Excerpts of an Interview by Ileana Pintilie, 2009

How did you come up with the system of panoramic photography in Reconstructions (and elsewhere)? What were the first variants, the beginning of this multilayered perception?

The perception of time, the distortions of memory, and the dynamics of changes that affect our perception of individuals, objects, and urban spaces, at different speed levels were fascinating to me years before I began this project. I have sought and experimented with different visual formats before finding the one through which I could better express such concepts. My pursuit of a visual language that would be adequate to the Reconstructions project developed in the context of a profound shift in the field of photography, namely the abrupt transition from analog to digital technology. The first “reconstructions” were photo montages that consisted of photographs/ snapshots taken with film-based cameras. By the end of the 1990s, I purchased a camera that could inscribe each photograph with the time, date, and year in which it was taken. In this preliminary stage of the project, the time-code was visible in all the fragments (snapshots) that made up the “reconstruction.” After realizing the possibilities of digital technology and the fact that it could help me to better develop this project both from a conceptual standpoint and from a visual one (for example, digital photography made it easier to zoom-in and zoom-out from an image, and to navigate through the different visual layers of a panorama), I began to work exclusively with digital cameras and computers. The act of taking a photograph with a digital camera is not radically different from its analog equivalent. However, constructing the panoramas (photo montages) using digital technology is a totally different experience because instead of using scissors and adhesive tape I use computers, software programs, graphic tablets, digital pens, and erasers.

To what extent is your photography an objective or a subjective document, stemming from immediate perception, as well as memory?

The function of objectively documenting reality, which has been photography’s claim since its inception, is becoming more and more controversial. Nowadays, when the photographic image can be produced, modified, and disseminated more widely and efficiently than ever, we are confronted with a bizarre phenomenon.

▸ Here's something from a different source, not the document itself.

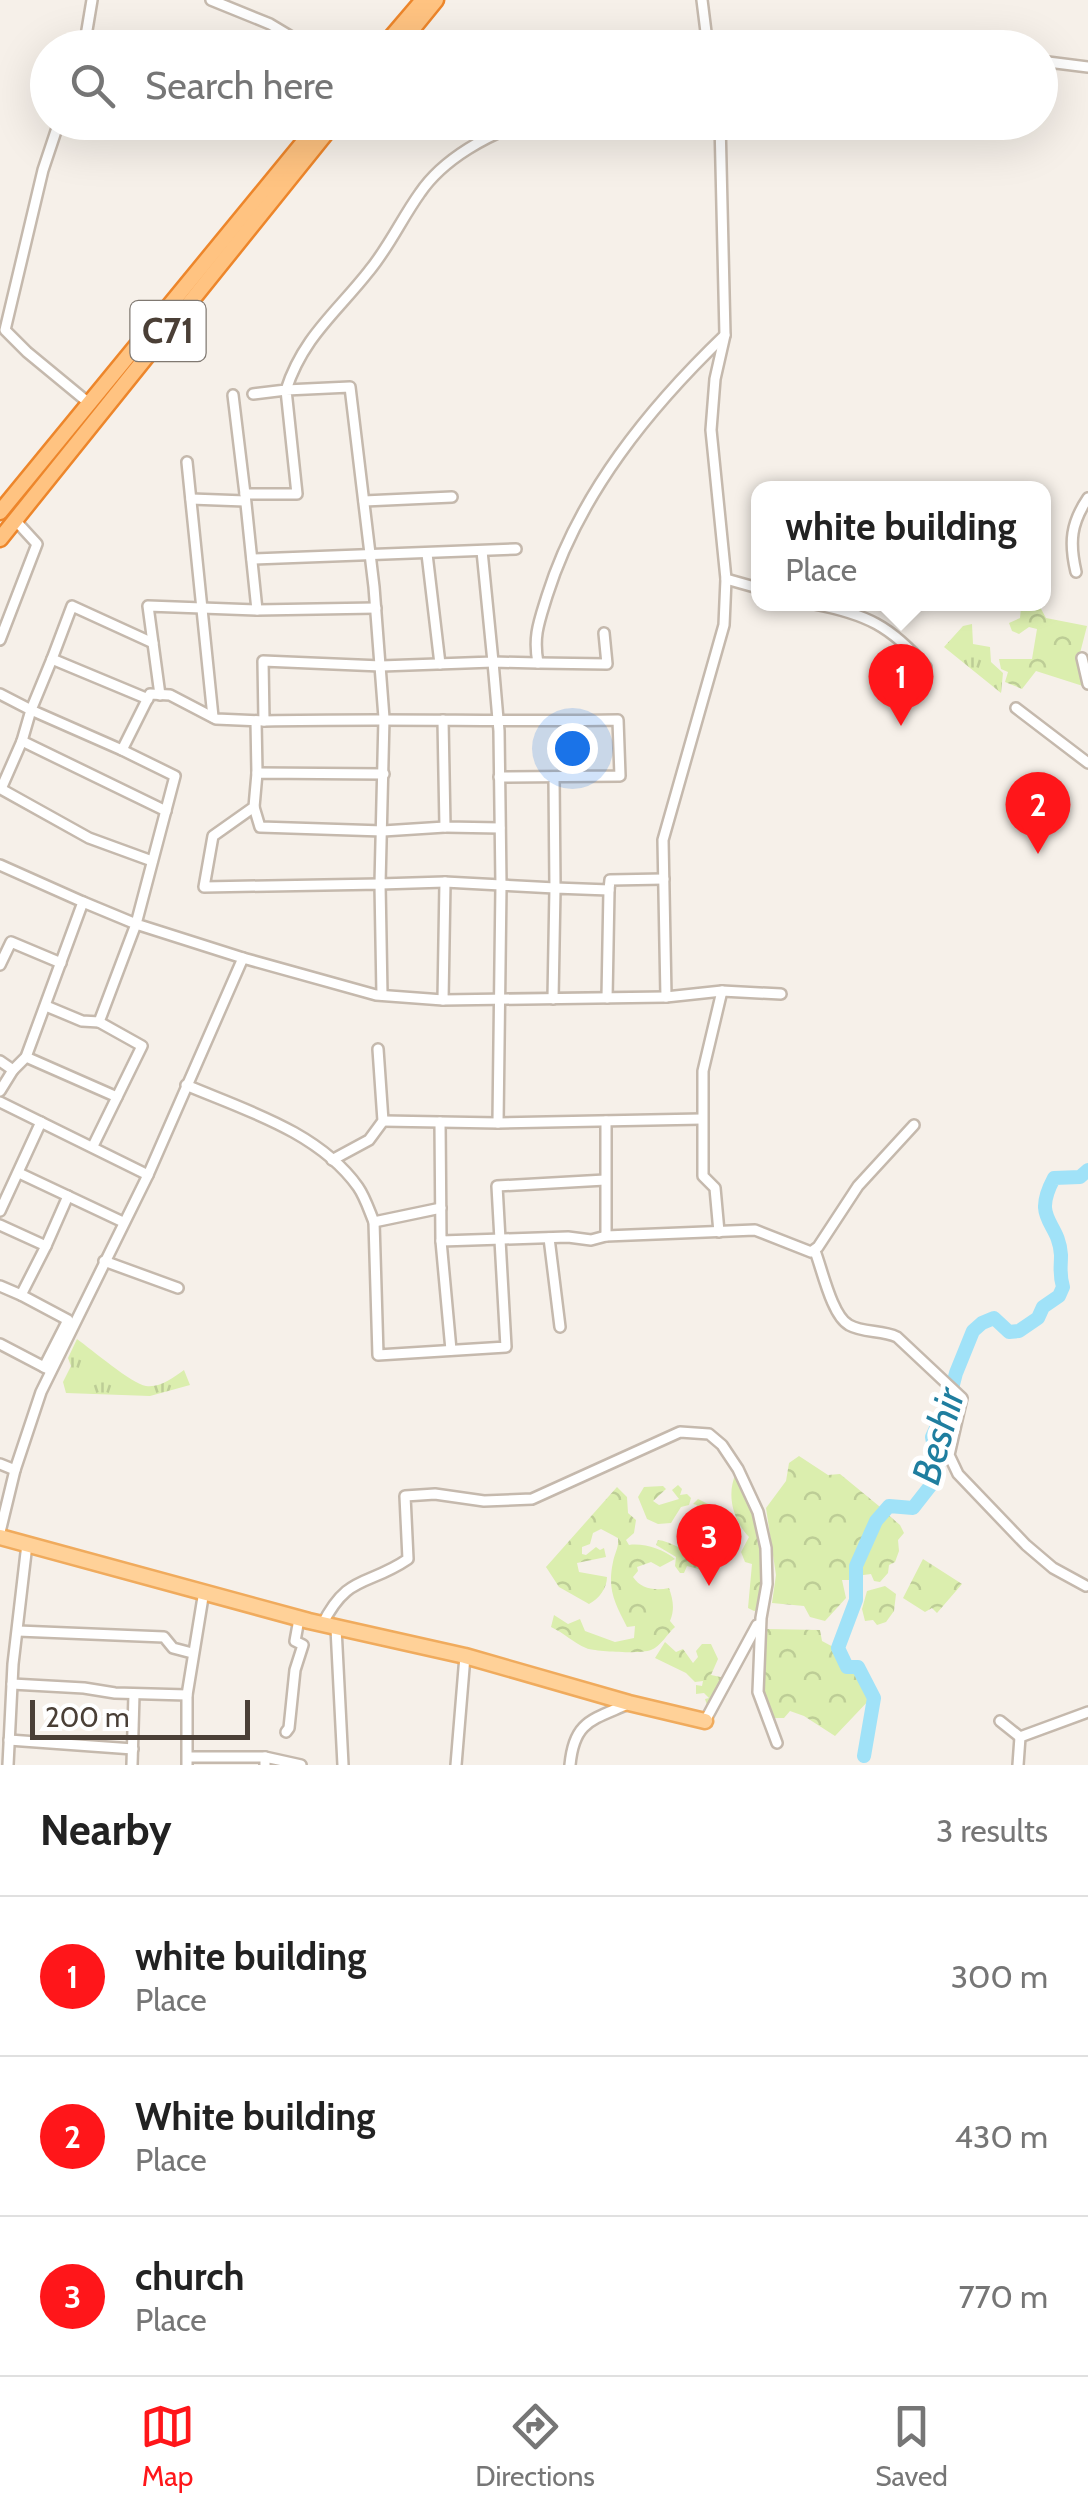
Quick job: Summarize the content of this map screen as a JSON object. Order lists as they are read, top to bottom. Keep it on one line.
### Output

On the one hand, the credibility of a photograph from the documentary point of view is greatly diminished, yet on the other hand our fear of becoming the subject of an unauthorized photograph has increased. Photography is increasingly perceived as a powerful instrument that does not document reality but rather manipulates it. My own photographs—I’m referring to the Reconstructions series—are meta-images, subjective interpretations of reality produced from objective fragments (component snapshots). In film there is a term for this kind of work: “docu-fiction,” namely a fiction film made from documentary footage.

Do you feel particularly close to a certain theme, such as the urban landscape? Or are you more interested in doing research into society? [...]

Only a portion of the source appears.